ASSIGNMENT: Print what the records say exactly, and omit the pictures.

(Stored items)
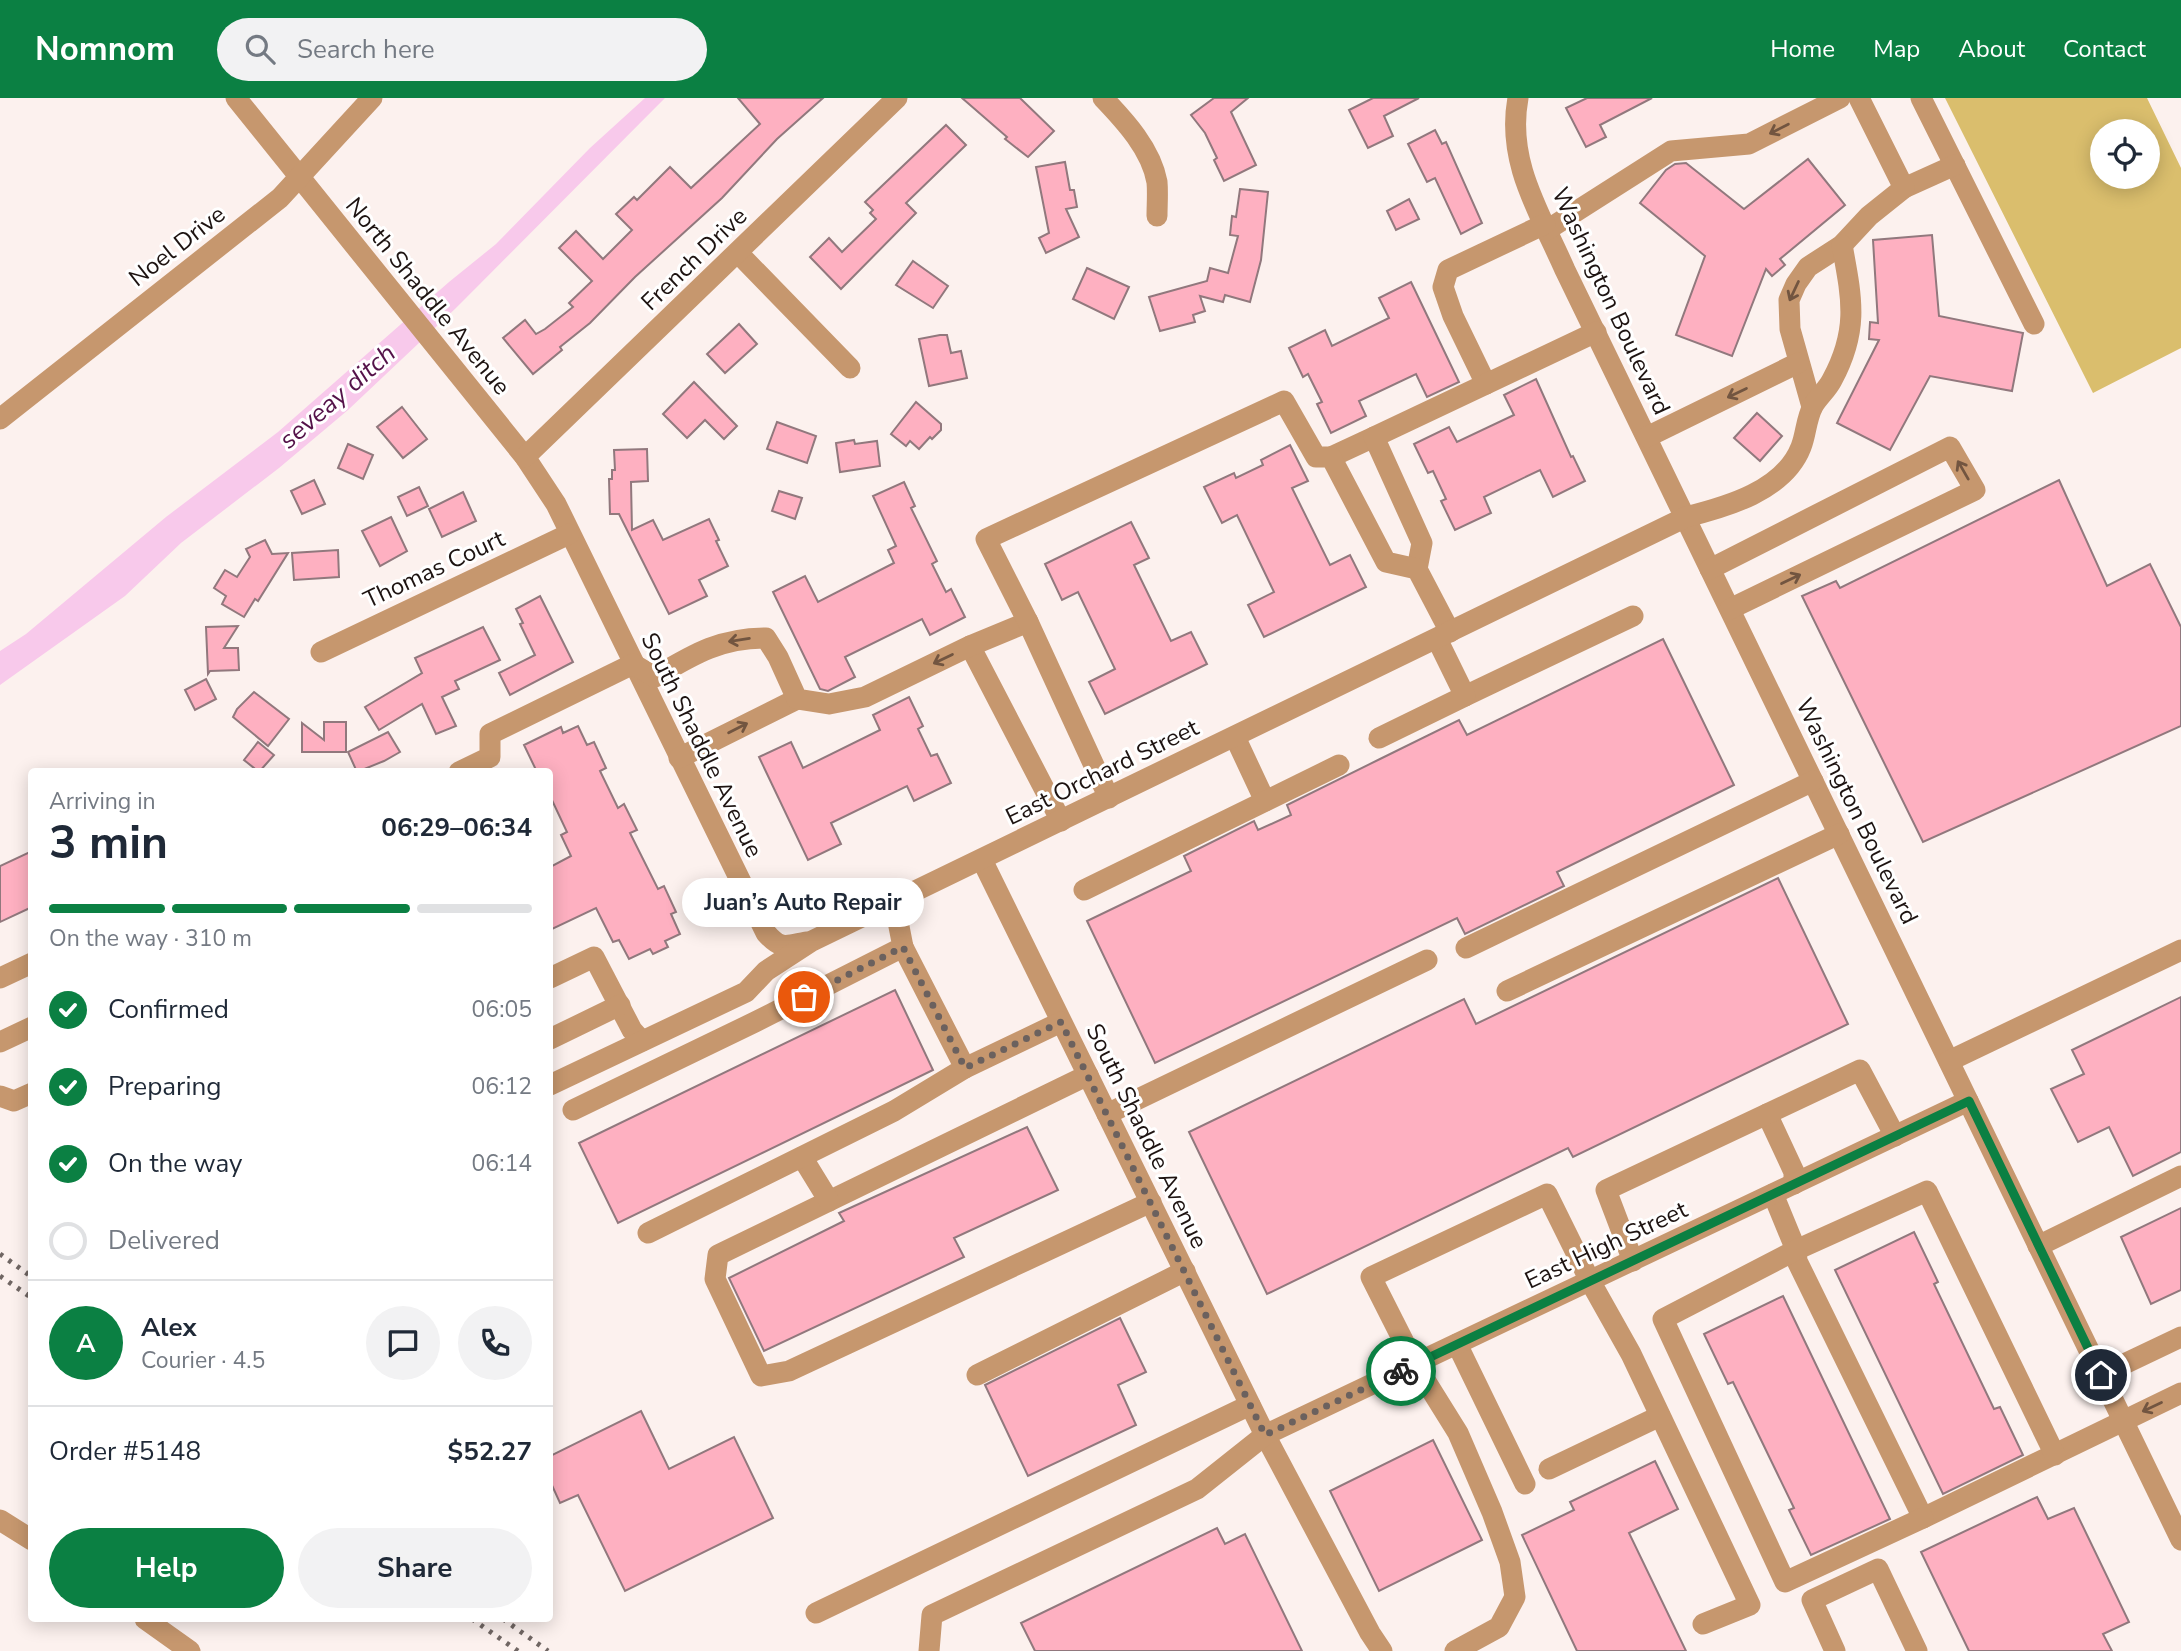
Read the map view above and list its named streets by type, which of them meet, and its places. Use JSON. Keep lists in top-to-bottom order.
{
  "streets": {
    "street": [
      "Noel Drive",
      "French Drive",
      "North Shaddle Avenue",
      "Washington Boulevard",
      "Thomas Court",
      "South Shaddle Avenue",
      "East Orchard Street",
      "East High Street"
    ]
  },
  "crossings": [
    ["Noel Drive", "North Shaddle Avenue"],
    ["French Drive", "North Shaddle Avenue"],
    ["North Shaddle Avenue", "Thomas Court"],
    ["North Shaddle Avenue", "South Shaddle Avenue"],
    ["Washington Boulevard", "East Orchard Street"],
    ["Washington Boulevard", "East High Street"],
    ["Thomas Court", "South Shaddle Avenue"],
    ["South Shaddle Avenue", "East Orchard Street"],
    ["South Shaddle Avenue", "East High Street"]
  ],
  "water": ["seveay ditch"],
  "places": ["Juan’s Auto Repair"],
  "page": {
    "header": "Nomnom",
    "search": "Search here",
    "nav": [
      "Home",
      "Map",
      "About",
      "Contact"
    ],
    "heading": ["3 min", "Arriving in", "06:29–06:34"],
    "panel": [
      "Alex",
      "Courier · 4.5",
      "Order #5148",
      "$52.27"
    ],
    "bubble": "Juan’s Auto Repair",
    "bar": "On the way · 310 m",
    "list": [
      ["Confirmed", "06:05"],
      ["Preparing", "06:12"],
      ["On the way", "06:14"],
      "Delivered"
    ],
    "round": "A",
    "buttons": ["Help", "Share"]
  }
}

RESULT:
Read the map view above and list its named streets by type, which of them meet, and its places. Use JSON. Keep lists in top-to-bottom order.
{
  "streets": {
    "street": [
      "Noel Drive",
      "French Drive",
      "North Shaddle Avenue",
      "Washington Boulevard",
      "Thomas Court",
      "South Shaddle Avenue",
      "East Orchard Street",
      "East High Street"
    ]
  },
  "crossings": [
    ["Noel Drive", "North Shaddle Avenue"],
    ["French Drive", "North Shaddle Avenue"],
    ["North Shaddle Avenue", "Thomas Court"],
    ["North Shaddle Avenue", "South Shaddle Avenue"],
    ["Washington Boulevard", "East Orchard Street"],
    ["Washington Boulevard", "East High Street"],
    ["Thomas Court", "South Shaddle Avenue"],
    ["South Shaddle Avenue", "East Orchard Street"],
    ["South Shaddle Avenue", "East High Street"]
  ],
  "water": ["seveay ditch"],
  "places": ["Juan’s Auto Repair"],
  "page": {
    "header": "Nomnom",
    "search": "Search here",
    "nav": [
      "Home",
      "Map",
      "About",
      "Contact"
    ],
    "heading": ["3 min", "Arriving in", "06:29–06:34"],
    "panel": [
      "Alex",
      "Courier · 4.5",
      "Order #5148",
      "$52.27"
    ],
    "bubble": "Juan’s Auto Repair",
    "bar": "On the way · 310 m",
    "list": [
      ["Confirmed", "06:05"],
      ["Preparing", "06:12"],
      ["On the way", "06:14"],
      "Delivered"
    ],
    "round": "A",
    "buttons": ["Help", "Share"]
  }
}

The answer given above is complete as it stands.